Consider: With a population of roughly 6,500 people, the town hosts the county’s annual parade. Though neighborly, the town has preserved a distinct identity despite its proximity to the city of Bloomington. It is home to a significant regional telecommunications company. It has its own historical society. It has first responders with deep roots in the place they serve.

Although the town’s vitality is rooted in memory of the past, Ellettsville is also forward-looking. Over the past decade, the town has been actively creating the essential infrastructure necessary to sustain growth, and it is in the midst of an ambitious planning exercise intended to envision Ellettsville’s future.

What is most to be celebrated is the soul of the town. Its strength is seen especially in the number of civic institutions, some of them governmental, most of them private and voluntary. The town has churches and home schooling groups and a food pantry. We have an active town council and Chamber of Commerce.

There are many who care deeply about the town. They think seriously about the next generation. They have a desire to see our children become good neighbors who care about the common good, the sort of people who make a citizen republic work. The town’s vitality and concern for the next generation are especially evident in the town’s schools.

We’re a long way from the 1960s when Ellettsville had to fight to maintain its own school corporation. With RBBCSC and Seven Oaks Classical School, the town now boasts not one, but two strong school systems, giving local families a meaningful choice in public education. I have the distinct honor of serving as the founding headmaster of Seven Oaks, and I couldn’t help thinking how beautiful it was that the parade began at Edgewood High School and ended right by Seven Oaks.
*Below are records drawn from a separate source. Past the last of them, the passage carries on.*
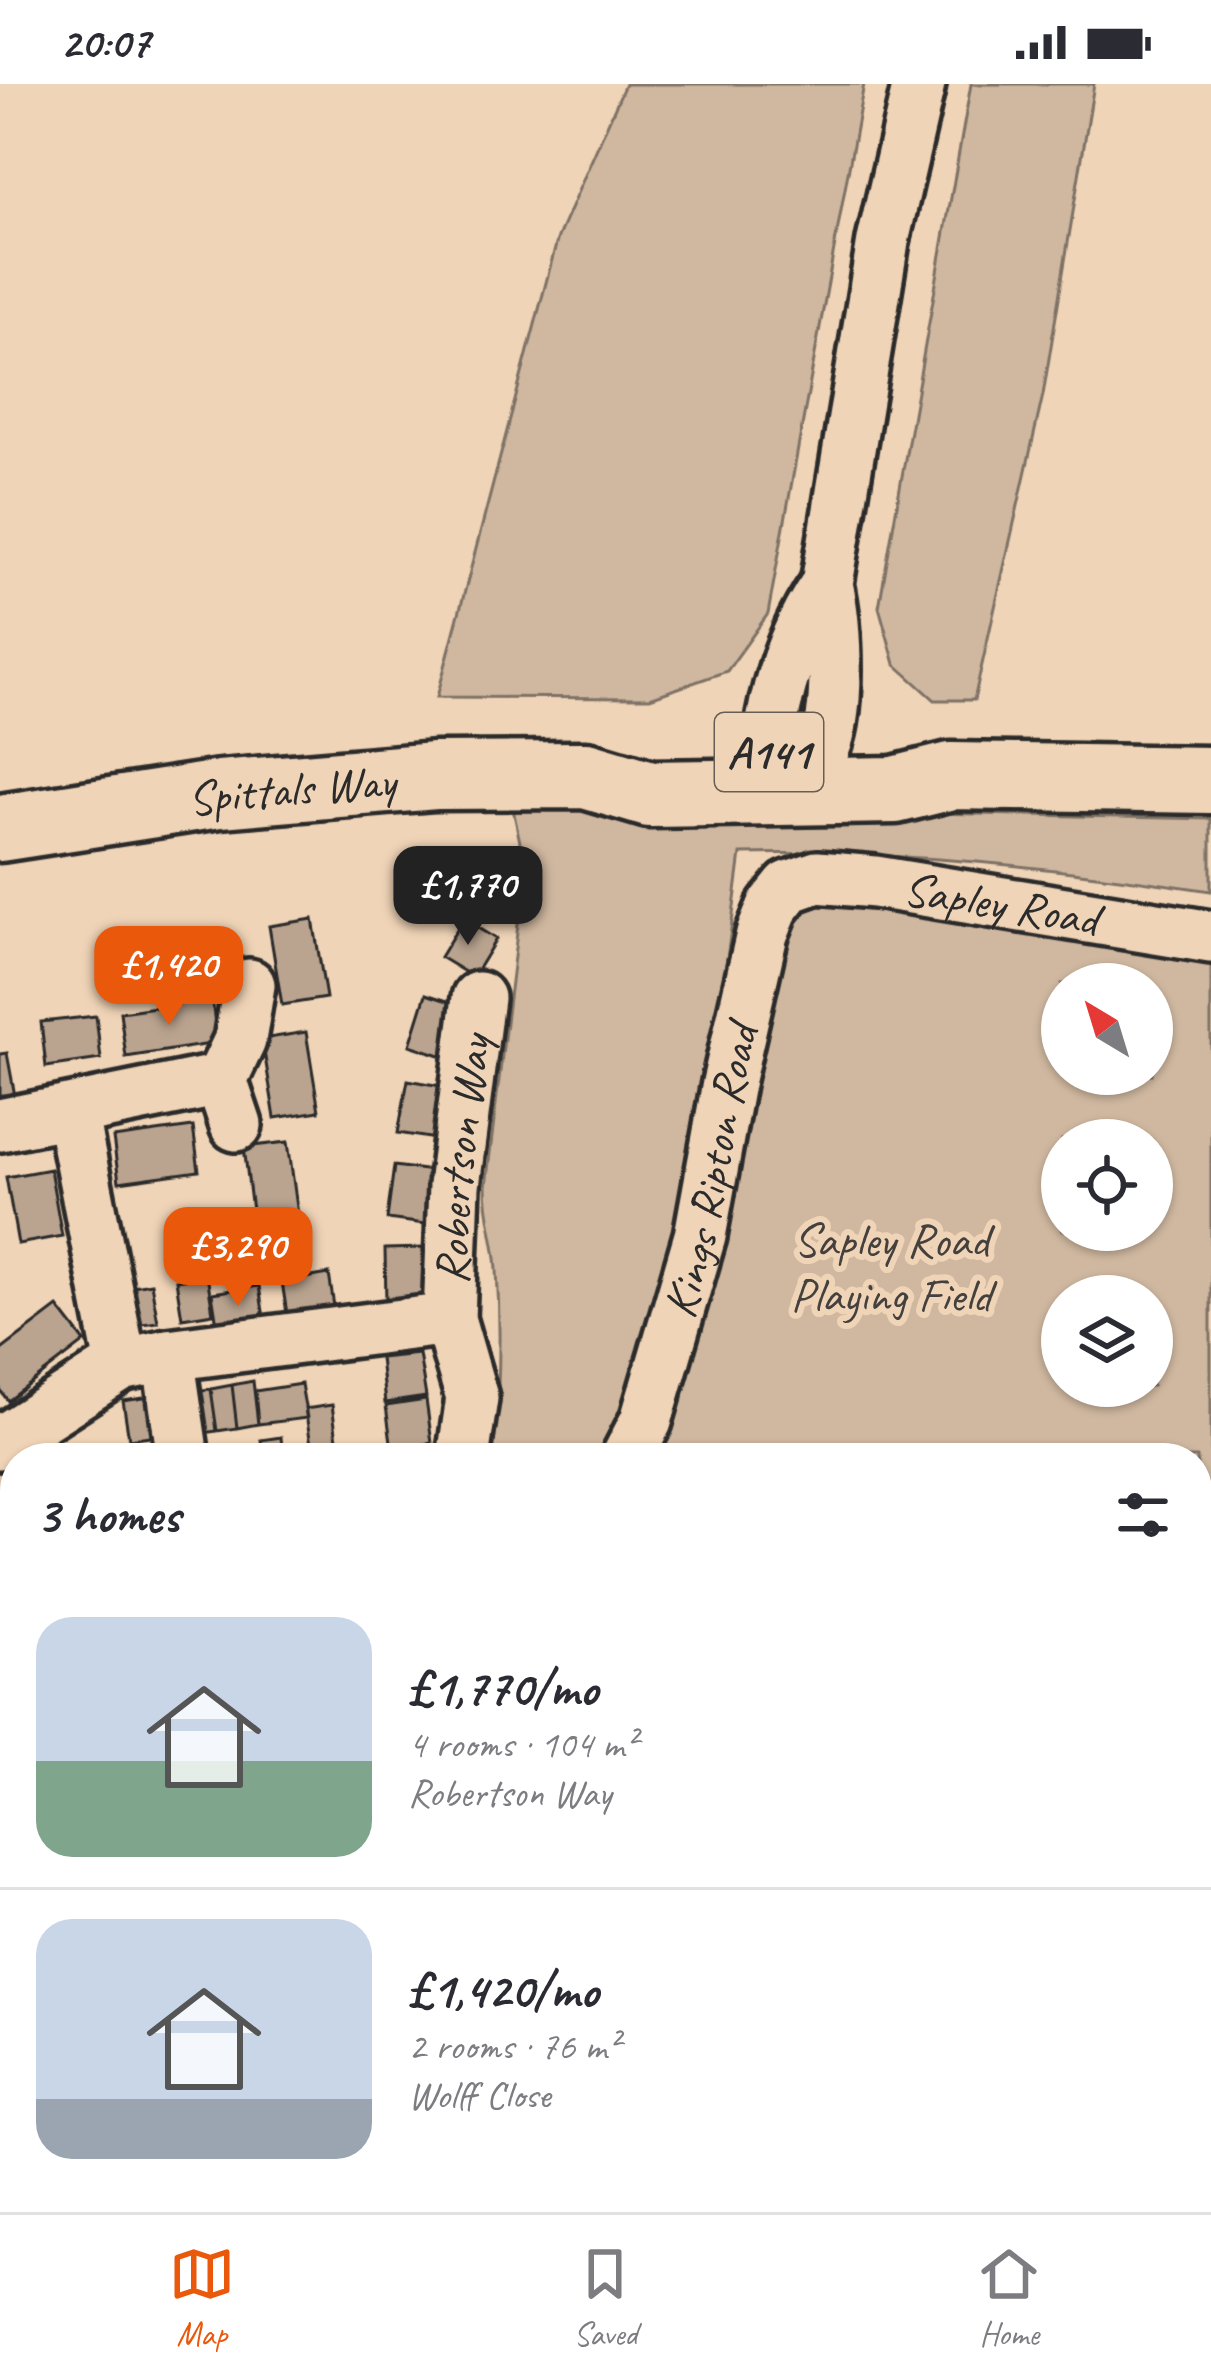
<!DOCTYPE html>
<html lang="en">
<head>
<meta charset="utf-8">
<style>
	body { margin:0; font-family:Caveat,sans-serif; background:#f2f2f3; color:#2b2b33; height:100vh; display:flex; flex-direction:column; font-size:45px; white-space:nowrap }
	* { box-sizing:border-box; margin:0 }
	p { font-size:39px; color:#7c7c81 }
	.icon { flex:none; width:66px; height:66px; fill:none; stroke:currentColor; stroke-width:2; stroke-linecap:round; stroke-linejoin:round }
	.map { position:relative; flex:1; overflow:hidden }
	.side { position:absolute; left:0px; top:1359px; width:1212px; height:771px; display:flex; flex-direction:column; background:#fff; border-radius:48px 48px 0 0; box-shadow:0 3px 9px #0004 }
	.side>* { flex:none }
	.needle { width:78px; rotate:322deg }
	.controls { position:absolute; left:1041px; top:879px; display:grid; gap:24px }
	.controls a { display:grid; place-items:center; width:132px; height:132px; border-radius:50%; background:#fff; box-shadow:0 3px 9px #0004; font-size:60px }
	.price { position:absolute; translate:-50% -102px; padding:0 27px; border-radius:24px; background:#ea580c; color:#fff; font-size:39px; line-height:78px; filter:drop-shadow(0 3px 6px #0008) }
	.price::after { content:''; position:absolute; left:50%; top:72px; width:36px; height:27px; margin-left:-18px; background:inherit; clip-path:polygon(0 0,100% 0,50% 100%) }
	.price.active { background:#222; color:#fff }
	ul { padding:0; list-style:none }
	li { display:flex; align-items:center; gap:36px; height:300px; padding:0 36px }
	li+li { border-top:3px solid #e1e1e2 }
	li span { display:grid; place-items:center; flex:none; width:336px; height:240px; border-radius:36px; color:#555 }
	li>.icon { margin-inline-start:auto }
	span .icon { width:144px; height:144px; fill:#fffc; stroke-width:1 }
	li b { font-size:51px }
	h2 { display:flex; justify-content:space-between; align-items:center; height:144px; padding:0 36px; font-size:51px }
	.status { display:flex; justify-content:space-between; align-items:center; height:84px; padding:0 60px; background:#fff; direction:ltr }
	.status svg { height:33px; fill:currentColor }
	.menu { display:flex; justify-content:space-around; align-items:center; height:168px; border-top:3px solid #e1e1e2; background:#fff; font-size:33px; color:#7c7c81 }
	.menu a { display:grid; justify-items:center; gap:6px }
	.menu .active { color:#ea580c }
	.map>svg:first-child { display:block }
	.green { fill:#d0b8a0; stroke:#7e7266; stroke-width:3; fill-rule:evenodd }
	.building { fill:#baa490; stroke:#2b2b2b; stroke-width:3 }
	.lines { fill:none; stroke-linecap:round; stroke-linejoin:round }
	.minor-casing { stroke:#2b2b2b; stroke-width:60 }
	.highway-casing { stroke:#2b2b2b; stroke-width:75 }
	.path { stroke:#2b2b2b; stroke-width:6; stroke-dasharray:12 9; stroke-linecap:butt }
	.minor { stroke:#f0d4b7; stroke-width:51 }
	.highway { stroke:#f0d4b7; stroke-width:66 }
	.labels { text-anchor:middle; stroke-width:12; stroke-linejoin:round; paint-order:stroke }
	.shield { fill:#f0d4b7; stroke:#665e55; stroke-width:3 }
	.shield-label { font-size:45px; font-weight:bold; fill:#2b2b2b }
	.street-label { font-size:48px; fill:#2b2b2b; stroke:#f0d4b7 }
	.park-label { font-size:48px; fill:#44403d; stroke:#f0d4b7 }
</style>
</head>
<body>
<div class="status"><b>20:07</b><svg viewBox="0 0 49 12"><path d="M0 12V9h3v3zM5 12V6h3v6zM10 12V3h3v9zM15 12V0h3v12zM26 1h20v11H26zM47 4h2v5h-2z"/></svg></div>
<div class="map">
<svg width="1211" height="2128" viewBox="0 0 1211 2128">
	<rect width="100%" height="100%" fill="#f0d4b7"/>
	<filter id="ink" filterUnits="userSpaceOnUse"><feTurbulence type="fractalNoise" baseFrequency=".00833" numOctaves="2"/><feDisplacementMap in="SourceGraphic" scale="24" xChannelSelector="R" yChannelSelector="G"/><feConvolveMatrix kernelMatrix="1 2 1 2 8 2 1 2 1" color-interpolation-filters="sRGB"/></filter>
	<g filter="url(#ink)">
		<path class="green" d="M 625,0 L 864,0 L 768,530 L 727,587 L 650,614 L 437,613 L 558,153 Z
			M 971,0 L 1094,0 L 1043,311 L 974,616 L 935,616 L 895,580 L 879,523 Z
			M 512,720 L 1211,735 L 1211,807 C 1053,783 901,766 741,770 C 718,950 691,1138 628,1309 C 620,1331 606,1353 595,1374 L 493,1374 C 499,1312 501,1248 497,1186 C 496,1157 486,1134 486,1102 L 519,832 L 521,763 Z
			M 834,810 L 1005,845 L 1211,878 L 1211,2128 L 1152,2128 L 1154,2115 L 1197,2115 L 1197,1374 L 658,1374 L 713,1195 L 776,858 L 806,821 ZM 1062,900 L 1152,900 L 1152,990 L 1062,990 ZM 1062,1056 L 1152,1056 L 1152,1146 L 1062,1146 ZM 1062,1212 L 1152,1212 L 1152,1302 L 1062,1302 Z"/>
		<path class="building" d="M 313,835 L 326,914 L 282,921 L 269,842 Z
			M 463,835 L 496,855 L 473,893 L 440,873 Z
			M 426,910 L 463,922 L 446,973 L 410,961 Z
			M 212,915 L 217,959 L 126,973 L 120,928 Z
			M 96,932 L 101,975 L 46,983 L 41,938 Z
			M 306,948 L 319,1027 L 275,1034 L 262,955 Z
			M 7,969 L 15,1012 L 0,1015 L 0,970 Z
			M 408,996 L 446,1003 L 436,1055 L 398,1049 Z
			M 193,1043 L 199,1087 L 119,1098 L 113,1054 Z
			M 288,1058 L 299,1138 L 254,1143 L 244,1063 Z
			M 394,1082 L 432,1087 L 425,1140 L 387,1135 Z
			M 50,1085 L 62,1152 L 18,1160 L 6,1093 Z
			M 423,1164 L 425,1218 L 386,1219 L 385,1165 Z
			M 329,1190 L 335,1229 L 288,1236 L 282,1198 Z
			M 207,1191 L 213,1229 L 182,1234 L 176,1196 Z
			M 151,1199 L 158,1238 L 126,1242 L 121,1204 Z
			M 259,1202 L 265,1240 L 218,1247 L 212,1209 Z
			M 58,1223 L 85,1258 L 8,1317 L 0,1306 L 0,1267 Z
			M 419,1270 L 426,1313 L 385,1319 L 380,1274 Z
			M 253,1297 L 258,1340 L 237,1344 L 232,1301 Z
			M 301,1300 L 307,1334 L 258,1340 L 255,1307 Z
			M 232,1301 L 237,1344 L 217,1347 L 211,1305 Z
			M 211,1305 L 217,1347 L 196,1350 L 189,1307 Z
			M 164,1311 L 170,1349 L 129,1355 L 123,1317 Z
			M 426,1316 L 432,1359 L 392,1365 L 386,1322 Z
			M 332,1321 L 337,1355 L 311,1360 L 305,1325 Z
			M 281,1353 L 283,1374 L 264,1374 L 261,1356 Z
			M 15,2036 L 15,2098 L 0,2088 L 0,2059 Z"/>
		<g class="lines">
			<g class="minor-casing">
				<g id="minor">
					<path d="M 827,500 C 792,551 774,607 768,668 L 794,707 C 803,694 815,682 822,668 C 841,633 836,539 827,500 L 883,157 L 919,0"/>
					<path d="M 71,1027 L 121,1281"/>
					<path d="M 0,1041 L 221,996"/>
					<path d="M 236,1041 L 221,996 L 240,956 L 249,901"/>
					<path d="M 168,1271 L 183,1374"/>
					<path d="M 0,1359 L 121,1281 L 168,1271 L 449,1235"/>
					<path id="s1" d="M 463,1374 L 472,1314 L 449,1235 L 454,1102 L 478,914"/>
					<path id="s2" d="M 627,1374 L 646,1337 L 700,1152 L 728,999 L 762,850 L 773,823 L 789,803 L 817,793 L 875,798 L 1211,853"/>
					<path d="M 0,1517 L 15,1539"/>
					<path d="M 118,2128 L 126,2115"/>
				</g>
			</g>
			<g class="highway-casing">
				<g id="highway">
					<path id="s3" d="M 0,744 L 220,710 L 435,692 L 586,691 L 650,710 L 895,706 L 951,692 L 1211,696"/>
				</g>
			</g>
			<path class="path" d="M 0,1694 L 15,1682
				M 622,2115 L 648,2115
				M 854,2115 L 862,2128
				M 984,2115 L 1000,2128
				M 975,2128 L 987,2117"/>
			<use href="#minor" class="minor"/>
			<use href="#highway" class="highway"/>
		</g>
	</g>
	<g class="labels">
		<rect class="shield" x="715" y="629" width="108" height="78" rx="9"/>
		<g class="shield-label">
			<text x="769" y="684">A141</text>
		</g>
		<g class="street-label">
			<text dy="17" stroke="none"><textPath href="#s3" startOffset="294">Spittals Way</textPath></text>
			<text dy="17" stroke="none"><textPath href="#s2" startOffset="813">Sapley Road</textPath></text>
			<text dy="17" stroke="none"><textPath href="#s1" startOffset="303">Robertson Way</textPath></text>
			<text dy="17" stroke="none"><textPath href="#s2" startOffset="300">Kings Ripton Road</textPath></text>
		</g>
		<g class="park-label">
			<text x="891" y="1172">Sapley Road<tspan x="891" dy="55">Playing Field</tspan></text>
		</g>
	</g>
</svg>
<div class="controls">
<a><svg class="needle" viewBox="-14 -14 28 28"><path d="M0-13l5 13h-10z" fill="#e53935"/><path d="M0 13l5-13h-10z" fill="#7c7c81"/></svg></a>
<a><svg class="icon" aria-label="locate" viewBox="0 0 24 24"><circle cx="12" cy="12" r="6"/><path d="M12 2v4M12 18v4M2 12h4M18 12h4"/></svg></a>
<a><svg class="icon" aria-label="layers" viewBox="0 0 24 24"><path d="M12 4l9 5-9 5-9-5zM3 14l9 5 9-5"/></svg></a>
</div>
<b class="price active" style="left:468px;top:864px">£1,770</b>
<b class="price" style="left:169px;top:944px">£1,420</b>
<b class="price" style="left:238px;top:1225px">£3,290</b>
<section class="side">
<h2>3 homes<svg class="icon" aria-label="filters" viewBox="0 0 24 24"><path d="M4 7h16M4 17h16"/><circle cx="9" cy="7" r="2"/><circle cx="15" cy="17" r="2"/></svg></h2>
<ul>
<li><span style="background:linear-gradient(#c9d6e8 60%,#7fa58c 0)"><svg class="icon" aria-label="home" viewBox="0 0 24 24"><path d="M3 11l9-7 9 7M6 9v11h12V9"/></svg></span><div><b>£1,770/mo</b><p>4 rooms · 104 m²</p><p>Robertson Way</p></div></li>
<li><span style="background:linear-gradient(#c9d6e8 75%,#9aa5b1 0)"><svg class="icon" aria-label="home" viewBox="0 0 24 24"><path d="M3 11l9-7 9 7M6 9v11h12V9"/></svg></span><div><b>£1,420/mo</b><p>2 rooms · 76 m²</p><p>Wolff Close</p></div></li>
</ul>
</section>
</div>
<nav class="menu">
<a class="active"><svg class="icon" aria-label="map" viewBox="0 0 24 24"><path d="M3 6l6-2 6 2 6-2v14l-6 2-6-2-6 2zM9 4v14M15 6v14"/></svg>Map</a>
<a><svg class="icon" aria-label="saved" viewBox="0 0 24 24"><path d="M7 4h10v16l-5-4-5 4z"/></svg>Saved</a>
<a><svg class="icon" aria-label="home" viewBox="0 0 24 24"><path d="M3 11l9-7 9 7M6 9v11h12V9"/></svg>Home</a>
</nav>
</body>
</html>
We had 90 or so students and parents of all ages walking with our float, and the next float was one of Edgewood’s.

Alexis de Tocqueville once wrote that “[i]t is…in the township that the force of free peoples resides.” Without the town, you have the outward forms of a free government; but only with vibrant local institutions can you maintain the “spirit of freedom.”

Here in Ellettsville, we are doing our bit to help preserve the spirit of freedom through local community.

Stephen Shipp is headmaster at Seven Oaks Classical School.